Finalement je me fais face à nouveau. Soupire. Semble chercher le courage de commencer. Je me devance.
— Personne n’est venu. Jamais. Et soudain, je suis là. Sans raison ?
— Non. Pas sans raison.
— C’est tout ce qu’il me reste, alors ? Un face à face avec moi ?
Je sais bien que je n’aurai pas de réponse, ce qui est la réponse. Je soupire. Je soupire à l’unisson.
— Et pourquoi ? Ça a un sens ?
— Je ne sais pas. Peut-être.
— Je ne vois pas quel but cela pourrait viser. Cela paraît… Tellement vain ! Nombriliste.
— Je suis moi.
— La belle affaire ! Moi aussi, « je suis moi » ! Tout le monde peut dire : « je suis moi » !
— Je veux dire que je suis moi, et pas plus. Je sais ce que je sais. Et ce que j’ignore. Inutile d’en chercher plus en moi. Chez un autre, il y a peut-être des réponses, là où je n’en ai pas.
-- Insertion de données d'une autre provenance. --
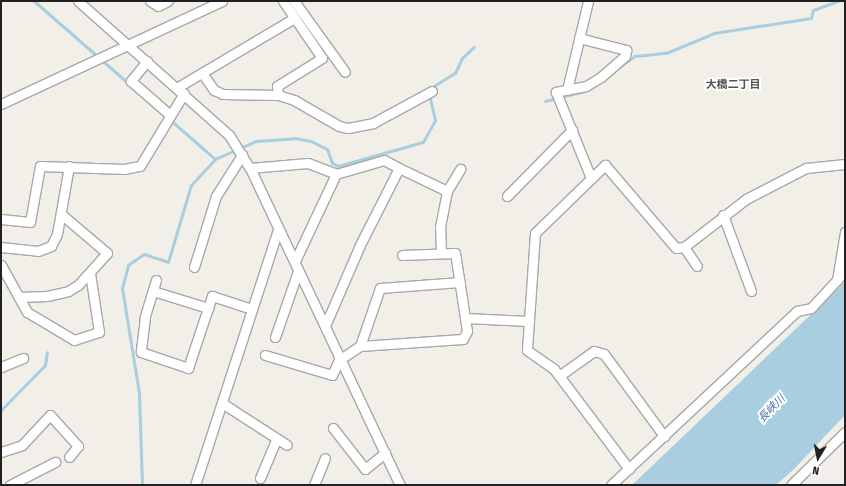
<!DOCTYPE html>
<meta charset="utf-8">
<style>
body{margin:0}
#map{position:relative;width:846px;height:486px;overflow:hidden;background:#f2efe8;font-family:"Fira Sans Condensed","Noto Sans JP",sans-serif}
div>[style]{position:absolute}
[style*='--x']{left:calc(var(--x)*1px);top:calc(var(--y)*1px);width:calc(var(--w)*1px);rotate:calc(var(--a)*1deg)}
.water>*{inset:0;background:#a9cedf}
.stream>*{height:3px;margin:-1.5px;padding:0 1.5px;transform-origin:1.5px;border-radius:1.5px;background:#a9cedf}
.roads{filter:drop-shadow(1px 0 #a8a8a8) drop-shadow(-1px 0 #a8a8a8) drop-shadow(0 1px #a8a8a8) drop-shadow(0 -1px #a8a8a8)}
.minor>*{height:9px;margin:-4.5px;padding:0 4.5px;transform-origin:4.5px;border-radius:4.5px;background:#fff}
span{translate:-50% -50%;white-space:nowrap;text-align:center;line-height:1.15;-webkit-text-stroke:4px #fff;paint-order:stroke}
.neighbourhood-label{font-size:11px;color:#545454;font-weight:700}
.water-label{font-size:11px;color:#4b76b4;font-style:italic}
.frame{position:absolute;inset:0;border:2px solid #212121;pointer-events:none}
.north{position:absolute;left:798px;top:438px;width:40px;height:40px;-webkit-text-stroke:3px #fff;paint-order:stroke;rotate:190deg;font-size:11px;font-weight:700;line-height:16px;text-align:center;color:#212121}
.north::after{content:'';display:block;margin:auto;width:14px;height:18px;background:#212121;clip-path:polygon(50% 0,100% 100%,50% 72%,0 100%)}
</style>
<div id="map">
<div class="water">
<div style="clip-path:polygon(845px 282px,845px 415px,794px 469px,776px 485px,632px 485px)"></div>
</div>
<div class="stream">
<div style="--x:34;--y:1;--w:240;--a:41.1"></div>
<div style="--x:619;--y:67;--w:19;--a:-35"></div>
<div style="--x:635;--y:56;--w:31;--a:-6"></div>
<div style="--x:666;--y:53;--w:52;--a:-22.6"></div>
<div style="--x:714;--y:33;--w:98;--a:-8.8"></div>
<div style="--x:811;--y:18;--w:8;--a:-76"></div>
<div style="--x:813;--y:10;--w:27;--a:-20"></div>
<div style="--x:429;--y:89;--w:31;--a:-32"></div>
<div style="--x:455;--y:73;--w:17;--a:-65"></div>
<div style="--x:462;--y:58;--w:16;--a:-43"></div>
<div style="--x:545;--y:101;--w:38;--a:-14"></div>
<div style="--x:582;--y:92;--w:25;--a:-29"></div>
<div style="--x:1;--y:410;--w:63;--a:-45.6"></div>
<div style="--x:45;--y:365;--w:13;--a:-81"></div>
<div style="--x:142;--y:485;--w:92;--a:-91.9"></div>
<div style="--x:139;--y:393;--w:106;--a:-99.2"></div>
<div style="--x:122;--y:288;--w:24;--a:-75"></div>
<div style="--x:128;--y:265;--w:19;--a:-35"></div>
<div style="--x:144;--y:254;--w:25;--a:18"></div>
<div style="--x:168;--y:262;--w:80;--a:-73.4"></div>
<div style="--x:191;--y:185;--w:35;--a:-47"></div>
<div style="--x:215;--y:159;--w:45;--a:-23.7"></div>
<div style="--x:256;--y:141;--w:39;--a:-4"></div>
<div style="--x:295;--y:138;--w:16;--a:11"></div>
<div style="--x:311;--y:141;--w:18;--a:27"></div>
<div style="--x:327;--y:149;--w:15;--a:70"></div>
<div style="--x:332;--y:163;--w:7;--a:27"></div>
<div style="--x:338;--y:166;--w:88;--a:-15.8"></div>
<div style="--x:423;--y:142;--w:25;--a:-61"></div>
<div style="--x:435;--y:120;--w:27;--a:-103"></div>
</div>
<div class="roads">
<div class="minor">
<div style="--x:78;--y:1;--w:202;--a:41.6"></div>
<div style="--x:229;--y:135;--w:39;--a:58"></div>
<div style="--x:250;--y:168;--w:351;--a:64.7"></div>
<div style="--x:150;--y:1;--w:9;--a:32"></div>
<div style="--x:158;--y:6;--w:11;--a:-27"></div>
<div style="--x:294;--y:1;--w:87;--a:54.3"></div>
<div style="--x:579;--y:38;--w:49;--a:14.3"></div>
<div style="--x:626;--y:50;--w:6;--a:99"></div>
<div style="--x:625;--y:56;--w:32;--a:139"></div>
<div style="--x:601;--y:77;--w:17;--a:149"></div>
<div style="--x:586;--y:86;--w:31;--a:169"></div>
<div style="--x:556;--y:92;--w:93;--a:67.9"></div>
<div style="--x:147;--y:61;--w:26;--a:129"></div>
<div style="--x:131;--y:81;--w:52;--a:41.1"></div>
<div style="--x:202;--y:73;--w:21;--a:55"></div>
<div style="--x:214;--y:90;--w:10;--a:24"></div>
<div style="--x:223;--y:94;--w:55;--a:1"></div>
<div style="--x:278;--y:95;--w:17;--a:17"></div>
<div style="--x:294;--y:100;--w:52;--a:30"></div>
<div style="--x:339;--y:126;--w:9;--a:13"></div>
<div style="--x:348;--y:128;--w:25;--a:-11"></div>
<div style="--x:373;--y:123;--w:67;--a:-28.5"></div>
<div style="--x:178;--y:87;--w:135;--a:-30.7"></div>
<div style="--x:567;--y:90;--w:91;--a:-76.7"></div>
<div style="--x:278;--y:95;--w:9;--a:-96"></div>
<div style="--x:277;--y:86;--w:53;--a:-31.9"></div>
<div style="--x:322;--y:58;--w:69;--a:-124.4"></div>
<div style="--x:1;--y:104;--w:244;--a:-25"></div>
<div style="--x:250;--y:168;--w:58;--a:-4.9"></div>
<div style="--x:308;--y:163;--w:30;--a:21"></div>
<div style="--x:399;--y:168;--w:53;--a:25.6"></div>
<div style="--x:507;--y:196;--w:93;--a:-45.4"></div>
<div style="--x:723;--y:215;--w:81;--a:69.8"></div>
<div style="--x:1;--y:219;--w:29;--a:6"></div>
<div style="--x:30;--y:222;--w:57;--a:-79.9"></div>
<div style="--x:40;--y:166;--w:84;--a:2"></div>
<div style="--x:124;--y:169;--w:16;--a:-11"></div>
<div style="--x:140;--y:166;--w:85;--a:-58.9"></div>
<div style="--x:1;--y:247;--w:37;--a:6"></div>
<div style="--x:38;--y:251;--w:14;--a:-21"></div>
<div style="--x:51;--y:246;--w:13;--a:-63"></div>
<div style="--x:57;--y:234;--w:69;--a:-80"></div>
<div style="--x:684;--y:247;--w:23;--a:56"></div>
<div style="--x:441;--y:252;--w:25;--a:-92"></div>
<div style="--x:440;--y:227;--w:37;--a:-79"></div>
<div style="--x:447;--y:191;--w:26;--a:-59"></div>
<div style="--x:295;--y:261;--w:96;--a:-64.8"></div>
<div style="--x:336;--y:174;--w:50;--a:-16.3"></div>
<div style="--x:384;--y:160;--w:17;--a:28"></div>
<div style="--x:399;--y:168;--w:86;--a:116.9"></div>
<div style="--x:360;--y:245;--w:88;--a:113.4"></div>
<div style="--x:1;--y:265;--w:54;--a:61"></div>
<div style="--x:27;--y:312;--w:55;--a:30.8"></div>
<div style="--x:74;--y:340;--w:26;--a:-18"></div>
<div style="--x:99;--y:332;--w:60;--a:-98.7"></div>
<div style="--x:194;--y:267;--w:74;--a:-72.8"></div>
<div style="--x:216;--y:196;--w:49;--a:-57.6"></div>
<div style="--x:156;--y:280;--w:39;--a:107"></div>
<div style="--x:145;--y:317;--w:35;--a:97"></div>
<div style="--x:141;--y:352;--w:50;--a:18.8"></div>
<div style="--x:188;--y:368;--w:76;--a:-71.6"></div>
<div style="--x:212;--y:296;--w:42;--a:18"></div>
<div style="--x:837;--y:280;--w:49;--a:-80.5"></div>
<div style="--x:153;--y:291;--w:58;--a:17.2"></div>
<div style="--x:19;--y:297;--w:28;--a:-2"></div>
<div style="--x:47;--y:296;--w:22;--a:-13"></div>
<div style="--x:68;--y:291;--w:12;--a:-31"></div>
<div style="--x:78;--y:285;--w:43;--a:-47.8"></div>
<div style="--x:107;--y:253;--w:60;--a:-139.7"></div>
<div style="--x:465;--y:318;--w:63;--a:2.7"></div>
<div style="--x:275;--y:337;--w:70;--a:-70.8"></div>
<div style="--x:360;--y:346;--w:103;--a:-3.9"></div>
<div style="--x:463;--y:339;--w:9;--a:-63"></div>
<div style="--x:467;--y:331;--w:79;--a:-98.7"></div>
<div style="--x:455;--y:253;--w:53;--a:177.8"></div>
<div style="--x:265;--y:355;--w:70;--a:16.6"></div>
<div style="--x:332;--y:375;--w:17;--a:-65"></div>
<div style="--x:339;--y:360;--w:25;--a:-34"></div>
<div style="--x:360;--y:346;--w:61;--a:-71"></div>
<div style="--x:380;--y:288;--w:80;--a:-4.3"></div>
<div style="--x:1;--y:367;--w:24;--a:-22"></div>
<div style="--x:559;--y:376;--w:43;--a:-35.5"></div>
<div style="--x:594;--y:351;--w:10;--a:17"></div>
<div style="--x:604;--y:354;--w:102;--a:53.8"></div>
<div style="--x:222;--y:403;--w:77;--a:32.9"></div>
<div style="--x:333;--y:428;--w:52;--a:52"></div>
<div style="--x:365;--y:469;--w:26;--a:-39"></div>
<div style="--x:1;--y:452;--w:22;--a:-18"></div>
<div style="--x:22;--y:445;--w:41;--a:-47"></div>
<div style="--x:50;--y:415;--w:42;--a:47.9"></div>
<div style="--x:78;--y:446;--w:14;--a:129"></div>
<div style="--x:629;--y:469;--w:125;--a:-126.9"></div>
<div style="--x:554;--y:369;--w:33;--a:-145"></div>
<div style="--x:527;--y:350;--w:117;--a:-86.1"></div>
<div style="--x:535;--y:233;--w:98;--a:-44.2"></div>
<div style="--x:605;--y:165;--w:109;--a:49.5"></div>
<div style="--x:676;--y:248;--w:8;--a:-7"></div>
<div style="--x:684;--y:247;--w:78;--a:-37.7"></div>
<div style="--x:746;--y:199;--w:68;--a:-27.3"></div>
<div style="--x:806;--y:168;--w:39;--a:-6"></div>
<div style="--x:260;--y:478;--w:41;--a:-67.2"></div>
<div style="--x:10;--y:485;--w:51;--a:-27.1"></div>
<div style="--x:195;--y:485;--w:269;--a:-72"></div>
<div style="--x:314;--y:485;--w:29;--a:-68"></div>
<div style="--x:611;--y:485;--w:255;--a:-43.1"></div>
<div style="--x:797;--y:311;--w:14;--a:-12"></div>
<div style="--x:811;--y:308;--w:50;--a:-47.4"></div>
<div style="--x:791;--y:485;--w:76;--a:-44.5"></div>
</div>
</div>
<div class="neighbourhood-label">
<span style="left:733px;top:85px">大橋二丁目</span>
</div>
<div class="water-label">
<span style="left:772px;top:409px;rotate:-46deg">長峡川</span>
</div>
<div class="frame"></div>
<div class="north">N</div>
</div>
Mais au fond je l’ignore. Je l’espère. Plus pour les autres que pour moi.
— Délire !…
Le silence retombe. Mais je sais que j’ai raison. Je sais que je n’aurai pas d’autre aide que la mienne pour ce qui s’en vient. Je sais que ce que je viens de me dire est la triste vérité, mon inévitable futur. Ce qui s’en vient.

Sauf si ma présence signifie que cela ne s’en vient plus. Parce que c’est là.

Je me souris, enfin j’essaye. Je lève la main droite, paume tournée vers moi. J’hésite un peu avant de me résoudre au miroir en levant la main gauche de la même façon. Rien ne semble plus se passer, mais je sais. Je vois que je m’estompe et disparaît à mes yeux quand les motifs du murs m’apparaissent, par transparence. Une image, puis une brume, puis plus rien.

Je reste seul.

Et je sens que je commence, moi aussi, à m’estomper.